Saved data entries:
# # #
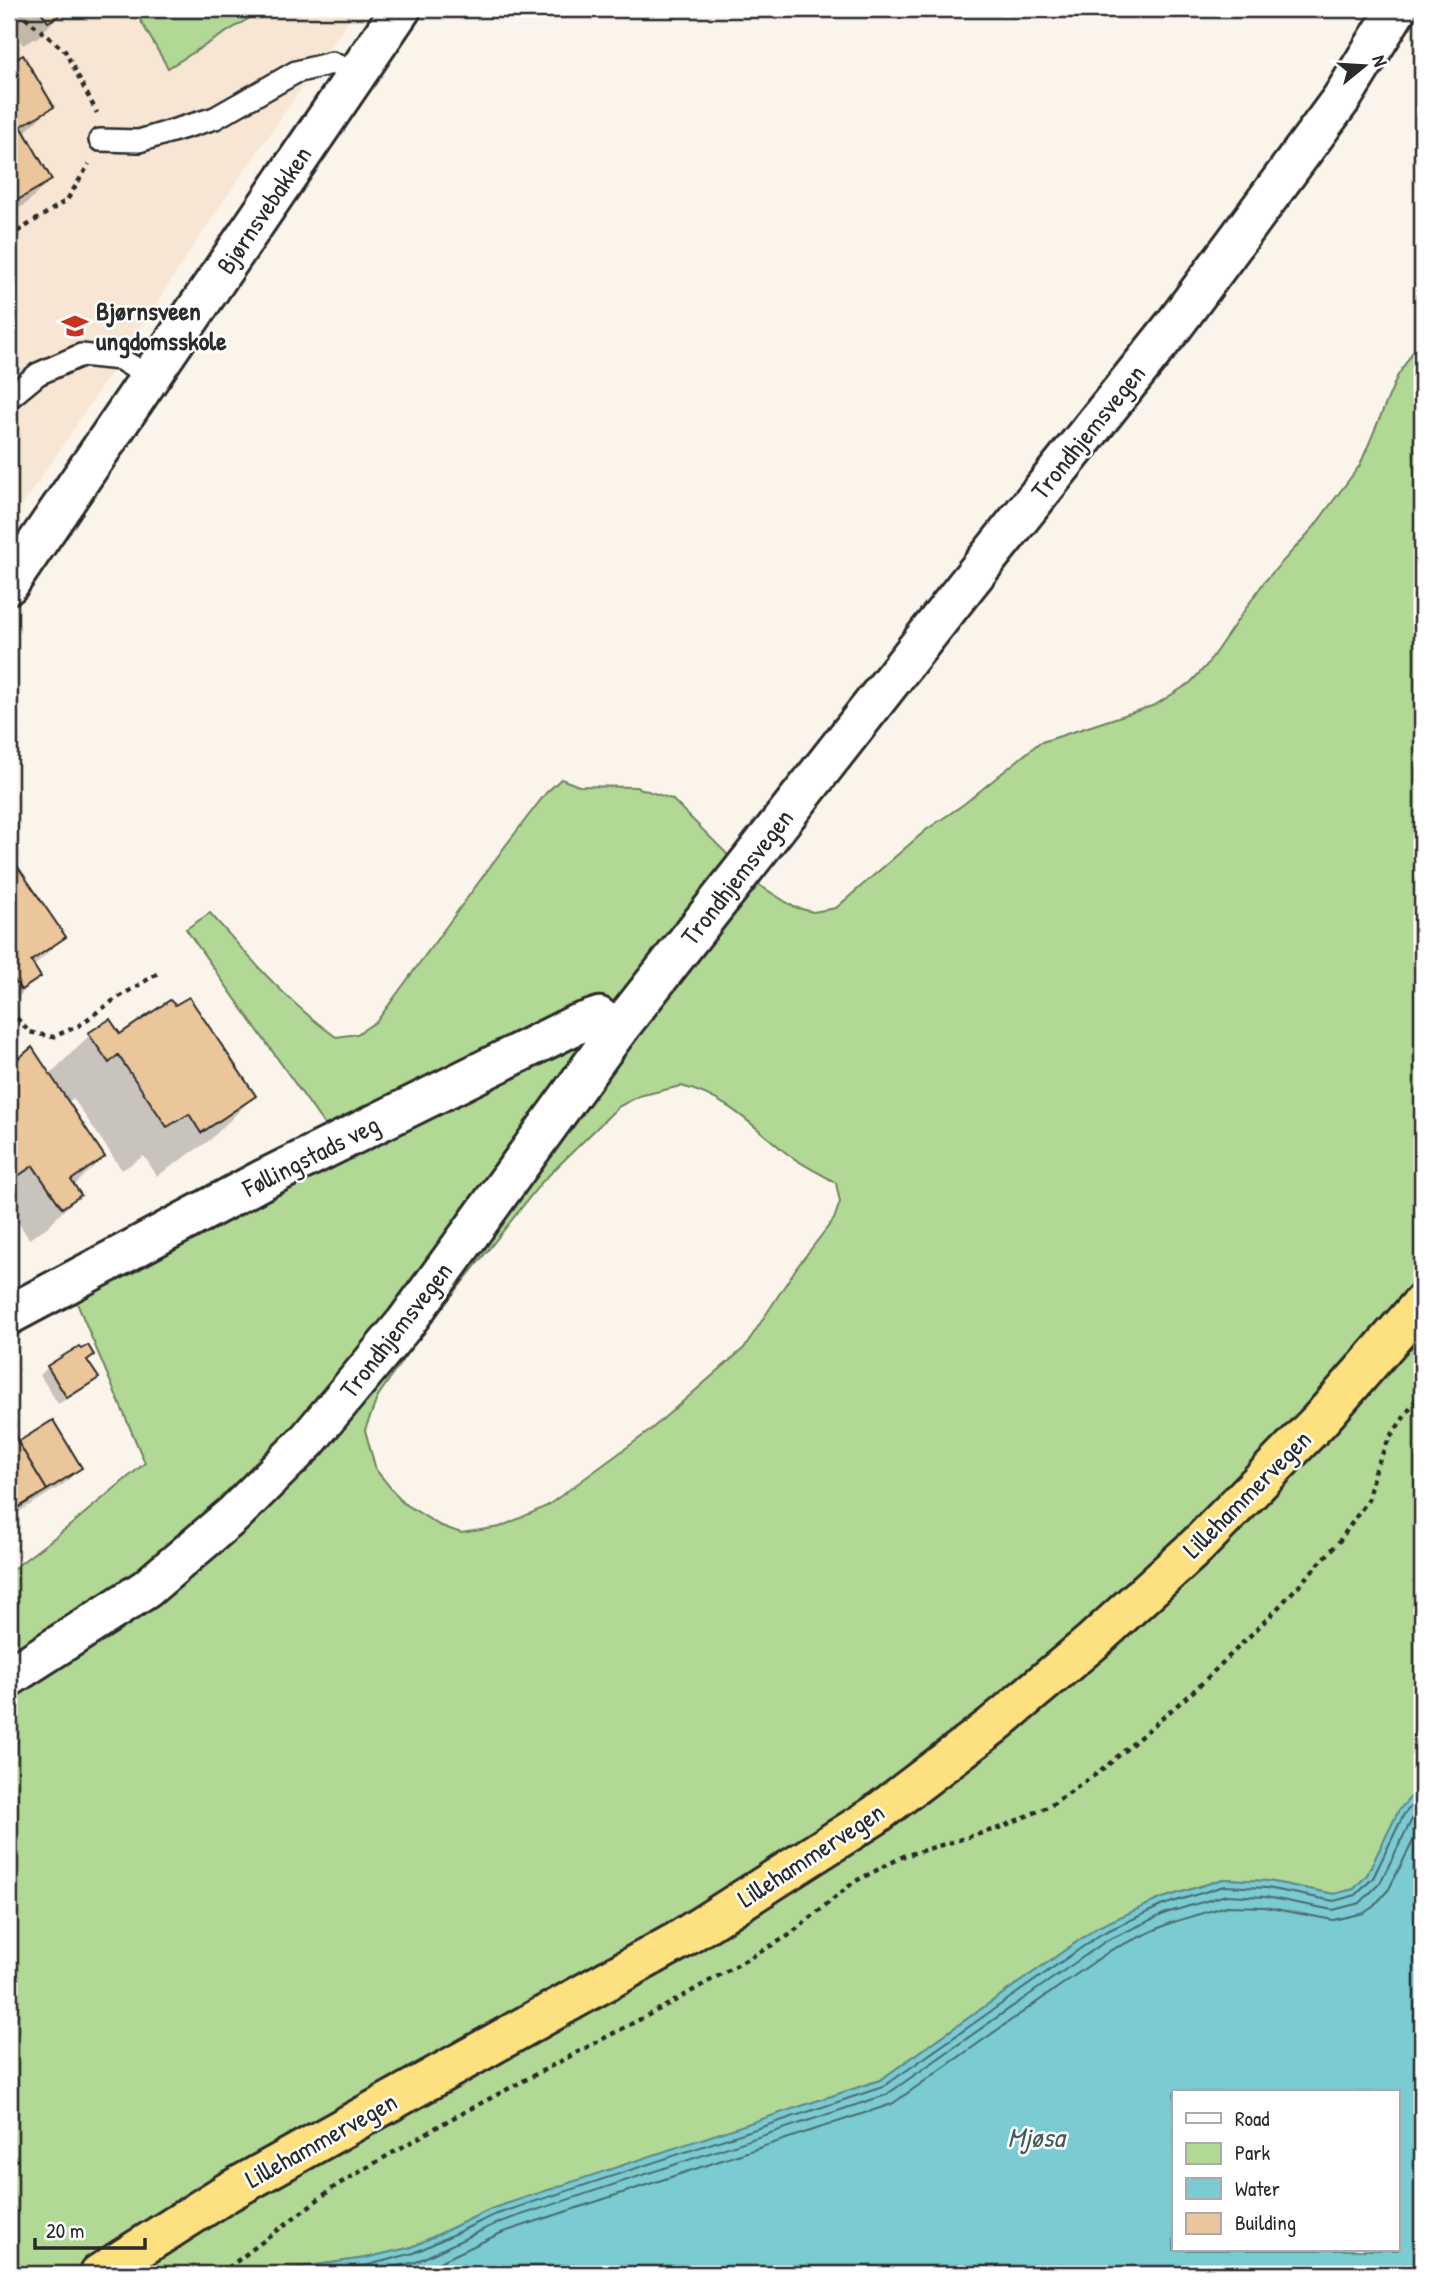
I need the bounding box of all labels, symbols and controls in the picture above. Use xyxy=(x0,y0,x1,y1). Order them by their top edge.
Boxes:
north arrow xyxy=(1330,32,1400,102)
text: N xyxy=(1366,52,1394,70)
street label: Bjørnsvebakken xyxy=(208,139,319,281)
place label: Bjørnsveen ungdomsskole xyxy=(96,293,227,359)
school or university icon: Bjørnsveen ungdomsskole xyxy=(60,311,90,341)
street label: Trondhjemsvegen xyxy=(1022,357,1153,506)
street label: Trondhjemsvegen xyxy=(672,801,801,952)
street label: Føllingstads veg xyxy=(236,1106,385,1205)
street label: Trondhjemsvegen xyxy=(331,1254,460,1405)
street label: Lillehammervegen xyxy=(1175,1422,1319,1566)
street label: Lillehammervegen xyxy=(731,1794,891,1915)
street label: Lillehammervegen xyxy=(239,2083,403,2196)
legend xyxy=(1172,2090,1400,2252)
text: Road xyxy=(1235,2104,1269,2133)
water label: Mjøsa xyxy=(1008,2118,1067,2156)
text: Park xyxy=(1235,2138,1270,2167)
text: Water xyxy=(1235,2174,1280,2203)
scale bar xyxy=(35,2206,145,2250)
text: Building xyxy=(1235,2208,1296,2237)
text: 20 m xyxy=(46,2216,84,2245)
# # #
TASK GOAL
A faithful, complete copy of the records above is required, one that contains no pictures.

EXERCISE OUTPUT
I need the bounding box of all labels, symbols and controls in the picture above. Use xyxy=(x0,y0,x1,y1). Order them by their top edge.
Boxes:
north arrow xyxy=(1330,32,1400,102)
text: N xyxy=(1366,52,1394,70)
street label: Bjørnsvebakken xyxy=(208,139,319,281)
place label: Bjørnsveen ungdomsskole xyxy=(96,293,227,359)
school or university icon: Bjørnsveen ungdomsskole xyxy=(60,311,90,341)
street label: Trondhjemsvegen xyxy=(1022,357,1153,506)
street label: Trondhjemsvegen xyxy=(672,801,801,952)
street label: Føllingstads veg xyxy=(236,1106,385,1205)
street label: Trondhjemsvegen xyxy=(331,1254,460,1405)
street label: Lillehammervegen xyxy=(1175,1422,1319,1566)
street label: Lillehammervegen xyxy=(731,1794,891,1915)
street label: Lillehammervegen xyxy=(239,2083,403,2196)
legend xyxy=(1172,2090,1400,2252)
text: Road xyxy=(1235,2104,1269,2133)
water label: Mjøsa xyxy=(1008,2118,1067,2156)
text: Park xyxy=(1235,2138,1270,2167)
text: Water xyxy=(1235,2174,1280,2203)
scale bar xyxy=(35,2206,145,2250)
text: Building xyxy=(1235,2208,1296,2237)
text: 20 m xyxy=(46,2216,84,2245)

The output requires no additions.